(EXERCISE DATA Opens)

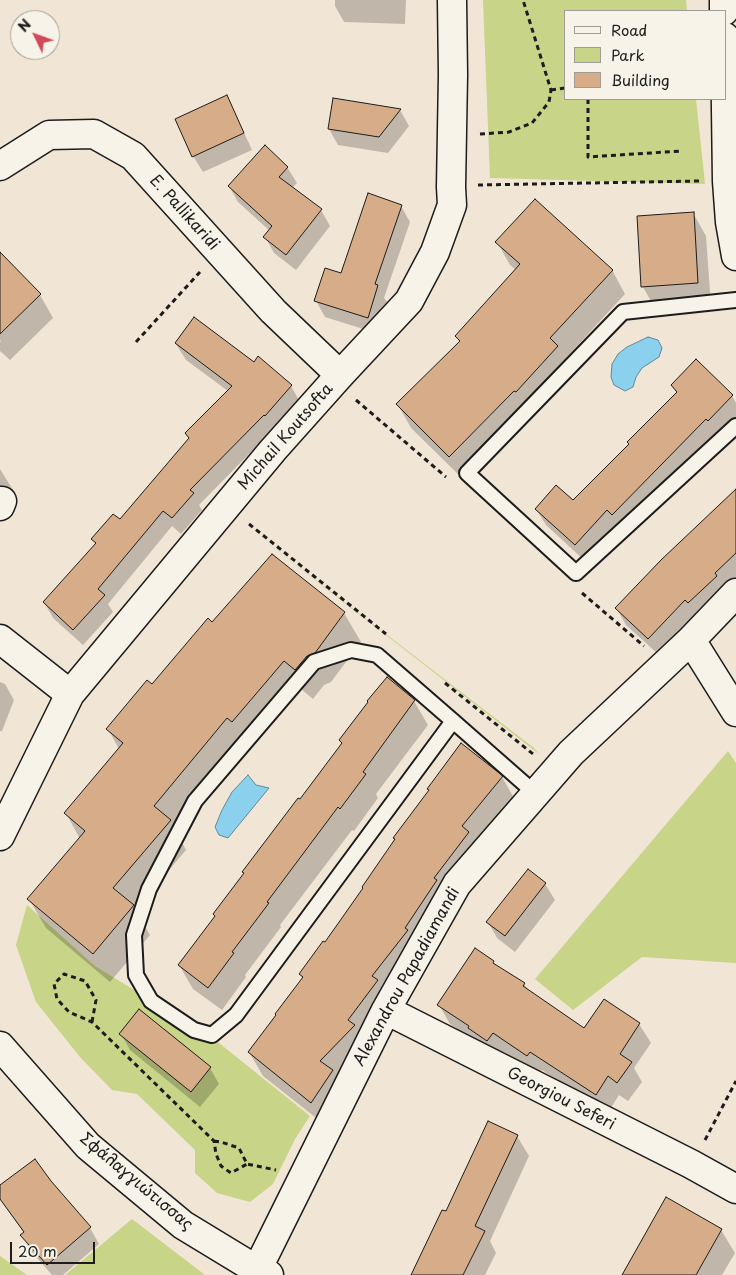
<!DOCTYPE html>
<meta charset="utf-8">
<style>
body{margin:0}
#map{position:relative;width:736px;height:1275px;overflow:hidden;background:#f1e5d5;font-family:"Playpen Sans",sans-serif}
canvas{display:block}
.legend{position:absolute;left:564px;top:10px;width:162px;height:90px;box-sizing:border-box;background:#f7f3e8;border:1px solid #9f9d96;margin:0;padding:6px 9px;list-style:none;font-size:15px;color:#1c1c1c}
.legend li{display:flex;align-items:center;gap:10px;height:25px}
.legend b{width:25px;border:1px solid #9f9d96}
.north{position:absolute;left:10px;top:10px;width:50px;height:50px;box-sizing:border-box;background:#f7f3e8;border:1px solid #9f9d96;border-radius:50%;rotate:312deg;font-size:14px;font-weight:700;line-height:20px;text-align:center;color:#1c1c1c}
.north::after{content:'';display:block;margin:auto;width:18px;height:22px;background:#d1495b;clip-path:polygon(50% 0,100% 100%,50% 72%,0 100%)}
.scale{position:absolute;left:10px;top:1242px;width:85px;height:22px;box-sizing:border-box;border:2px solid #1c1c1c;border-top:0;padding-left:6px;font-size:15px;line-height:18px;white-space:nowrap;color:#1c1c1c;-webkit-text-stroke:4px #f7f3e8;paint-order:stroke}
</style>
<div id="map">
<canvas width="736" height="1275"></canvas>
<ul class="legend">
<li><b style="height:6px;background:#f7f3e8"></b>Road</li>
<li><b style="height:14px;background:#c8d487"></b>Park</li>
<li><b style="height:14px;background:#d7ac88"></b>Building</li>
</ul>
<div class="north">N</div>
<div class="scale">20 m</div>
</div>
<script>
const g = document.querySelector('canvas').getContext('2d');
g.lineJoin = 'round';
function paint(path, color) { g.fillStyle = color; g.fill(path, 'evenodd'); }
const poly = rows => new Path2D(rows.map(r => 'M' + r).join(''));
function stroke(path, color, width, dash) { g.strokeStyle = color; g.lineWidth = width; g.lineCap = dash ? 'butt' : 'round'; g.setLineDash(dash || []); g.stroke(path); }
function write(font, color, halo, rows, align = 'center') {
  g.font = font + ' "Playpen Sans",sans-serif'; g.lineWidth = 4; g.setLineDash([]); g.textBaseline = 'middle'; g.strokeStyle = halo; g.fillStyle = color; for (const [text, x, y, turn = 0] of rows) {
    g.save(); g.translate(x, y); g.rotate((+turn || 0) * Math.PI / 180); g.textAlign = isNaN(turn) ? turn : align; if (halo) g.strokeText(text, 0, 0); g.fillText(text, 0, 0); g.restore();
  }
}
paint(poly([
 [483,0,686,0,687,11,565,11,565,99,696,99,705,184,490,178],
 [257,535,534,748,539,754],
 [728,751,736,763,736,963,642,957,573,1010,535,979],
 [27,905,95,966,214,1039,310,1116,295,1139,273,1184,250,1202,217,1193,195,1173,195,1150,137,1094,112,1090,80,1057,36,1002,16,945],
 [132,1219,205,1275,65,1275],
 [0,1256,27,1275,0,1275]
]), '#c8d487');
const water = poly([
 [648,337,658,340,662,348,659,357,642,368,636,377,633,387,625,391,614,385,611,377,612,364,618,354,627,347,648,337],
 [248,775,256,785,269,788,228,838,219,835,215,827,222,810,232,792,248,775]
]);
paint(water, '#8bd1ed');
stroke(water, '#5f8999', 1);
paint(poly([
 [335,0,406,0,405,24,344,22,335,6],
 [226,97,235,113,252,150,203,172,193,156,176,119],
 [400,110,409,126,388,153,338,145,329,129],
 [287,167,297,183,292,188,321,210,330,226,296,270,274,253,265,237,270,231,238,202,229,186],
 [401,206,410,222,384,298,387,302,376,333,325,317,316,301,342,275],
 [693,213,706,236,711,306,656,310,643,287],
 [497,242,612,270,625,294,565,359,571,370,463,479,411,428,398,405,460,343,456,336,516,270,510,265],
 [0,254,40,295,53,318,10,360,0,351,0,342,1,341,0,340],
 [176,344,254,363,291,386,300,402,199,505,202,510,181,534,172,526,108,604,113,612,83,645,53,618,44,602,96,545,93,540,120,521,190,439,186,433,228,391,186,360],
 [696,361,732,396,736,403,736,418,718,437,716,434,621,530,617,525,585,561,546,525,536,509,573,502,630,444,677,394,672,385],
 [0,469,13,490,0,504],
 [736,491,736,578,698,619,695,615,658,654,626,625,617,609],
 [344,613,361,642,331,682,324,685,313,699,301,689,250,750,245,746,175,830,186,850,135,910,150,935,110,982,46,928,29,899,80,839,66,813,119,749,108,729,153,686,212,623],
 [388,679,414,701,428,725,376,794,378,798,354,831,352,830,280,925,281,927,245,975,246,977,222,1010,193,989,179,965,342,745,340,741],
 [0,682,5,684,14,700,2,731,0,731],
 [502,777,515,800,325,1125,263,1076,249,1052,303,979,300,974,325,943,364,889,396,840,394,838],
 [528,871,545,884,555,900,515,952,497,938,488,922],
 [493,962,495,966,524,984,529,991,585,1030,639,1024,651,1043,634,1068,642,1082,628,1101,619,1095,607,1114,542,1070,538,1075,504,1052,499,1059,477,1042,450,1024,439,1005],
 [121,1034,210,1068,219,1084,200,1107,130,1050],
 [517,1136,529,1156,490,1241,496,1253,485,1275,412,1275,446,1213],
 [50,1182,90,1228,99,1244,63,1275,52,1275,31,1251,22,1235,24,1233,0,1199,0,1186],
 [721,1230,735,1253,722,1275,623,1275]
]), '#0003');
const building = poly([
 [227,95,244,133,192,157,175,119,227,95],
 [333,98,401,109,379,137,328,129,333,98],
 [265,145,288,167,279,177,322,209,286,255,263,237,272,226,228,186,265,145],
 [368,193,402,205,375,284,378,285,368,318,314,301,325,268,341,273,368,193],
 [535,199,613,270,550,338,558,346,516,392,514,391,449,457,396,404,460,341,455,336,520,264,495,242,535,199],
 [694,212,698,283,641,287,637,216,694,212],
 [0,252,41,294,0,334,0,252],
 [194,317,254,362,258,356,292,385,265,416,264,415,190,490,194,493,172,518,163,511,98,589,105,595,73,630,43,602,96,543,91,539,113,514,120,519,189,438,185,433,232,386,175,343,194,317],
 [696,359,733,395,708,421,706,419,612,515,607,510,575,545,535,509,556,485,573,500,629,444,627,442,677,392,671,385,696,359],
 [736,489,736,553,715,573,717,576,688,603,685,600,648,639,615,608,661,560,736,489],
 [272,554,345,612,315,653,307,656,295,670,284,661,232,722,227,718,154,806,171,820,113,888,134,905,93,954,27,899,85,831,64,813,123,743,106,729,147,680,152,684,208,618,212,622,272,554],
 [387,677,415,700,363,772,366,774,340,809,338,807,267,902,269,903,232,952,234,953,208,988,178,965,215,916,213,914,244,873,242,872,298,798,300,799,342,743,339,740,368,702,367,701,387,677],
 [461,743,503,776,462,826,469,832,434,878,437,880,405,928,408,930,372,976,378,980,348,1020,355,1025,320,1061,333,1070,311,1103,248,1052,276,1015,275,1014,303,977,299,974,323,941,325,942,363,888,362,887,395,839,393,838,429,790,427,789,461,743],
 [528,869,546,883,505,936,486,922,528,869],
 [475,948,494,961,493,963,525,983,523,986,584,1028,604,999,640,1023,620,1054,632,1062,617,1083,608,1076,596,1095,530,1052,527,1056,493,1033,487,1041,468,1028,469,1026,437,1005,475,948],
 [139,1009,211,1067,191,1092,119,1034,139,1009],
 [488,1121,518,1135,475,1226,485,1231,463,1275,411,1275,442,1210,446,1211,488,1121],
 [35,1159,51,1181,91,1227,47,1265,20,1235,24,1232,0,1199,0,1185,35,1159],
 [666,1197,722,1229,696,1275,622,1275,666,1197]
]);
paint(building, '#d7ac88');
stroke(building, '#1c1c1c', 1);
const service = poly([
 [736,300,623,312,467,473,576,573,736,426],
 [453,721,236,1015,212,1035,194,1030,151,1001,136,975,134,935,149,889,195,801,314,662,351,650,377,655,453,721,536,794]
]);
const minor = poly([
 [724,0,724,11],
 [725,37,727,181,730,222,736,256],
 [0,166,49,135,94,134,133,156,273,311,340,375],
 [0,506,2,501],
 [0,639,70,694],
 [691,640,736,712],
 [0,836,70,694,273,450,340,375,409,301,435,252,452,205,451,187,453,75,452,0],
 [386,1010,691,1164,736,1189],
 [257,1270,386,1010,457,884,571,753,691,640,736,593]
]);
const tertiary = poly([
 [0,1046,88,1146,183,1225,257,1270,269,1275]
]);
stroke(service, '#1c1c1c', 18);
stroke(minor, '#1c1c1c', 31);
stroke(tertiary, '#1c1c1c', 31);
stroke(poly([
 [551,90,565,88],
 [588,99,588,157,681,151],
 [480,134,509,132,532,123,549,102,551,90,523,0],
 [478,185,699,181],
 [136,342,200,272],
 [356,400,446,477],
 [249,524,386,634],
 [582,593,644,646],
 [445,683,533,754],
 [92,1022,96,1000,85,981,64,974,54,984,57,999,69,1012,92,1022,214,1141,216,1154,221,1166,231,1173,247,1164],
 [705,1140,736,1081],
 [214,1141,221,1142,239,1148,247,1164,276,1170]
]), '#1c1c1c', 3, [5, 4]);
stroke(service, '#f7f3e8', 14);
stroke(minor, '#f7f3e8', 28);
stroke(tertiary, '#f7f3e8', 28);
write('16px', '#1c1c1c', '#f7f3e8', [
 ["E. Pallikaridi",184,213,48],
 ["Michail Koutsofta",286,437,-49],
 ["Alexandrou Papadiamandi",407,977,-61],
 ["Georgiou Seferi",561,1099,27],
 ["Σφάλαγγιώτισσας",136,1182,40]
]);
</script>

(EXERCISE DATA Closes)

● WHAT TO DO
Would you print, exactly as written, every line above from the one holding "function stroke(path, color, width, dash)" through the one holding "function write(font, color, halo, rows, align", with both included and no other lines?

● ANSWER SECTION
function stroke(path, color, width, dash) { g.strokeStyle = color; g.lineWidth = width; g.lineCap = dash ? 'butt' : 'round'; g.setLineDash(dash || []); g.stroke(path); }
function write(font, color, halo, rows, align = 'center') {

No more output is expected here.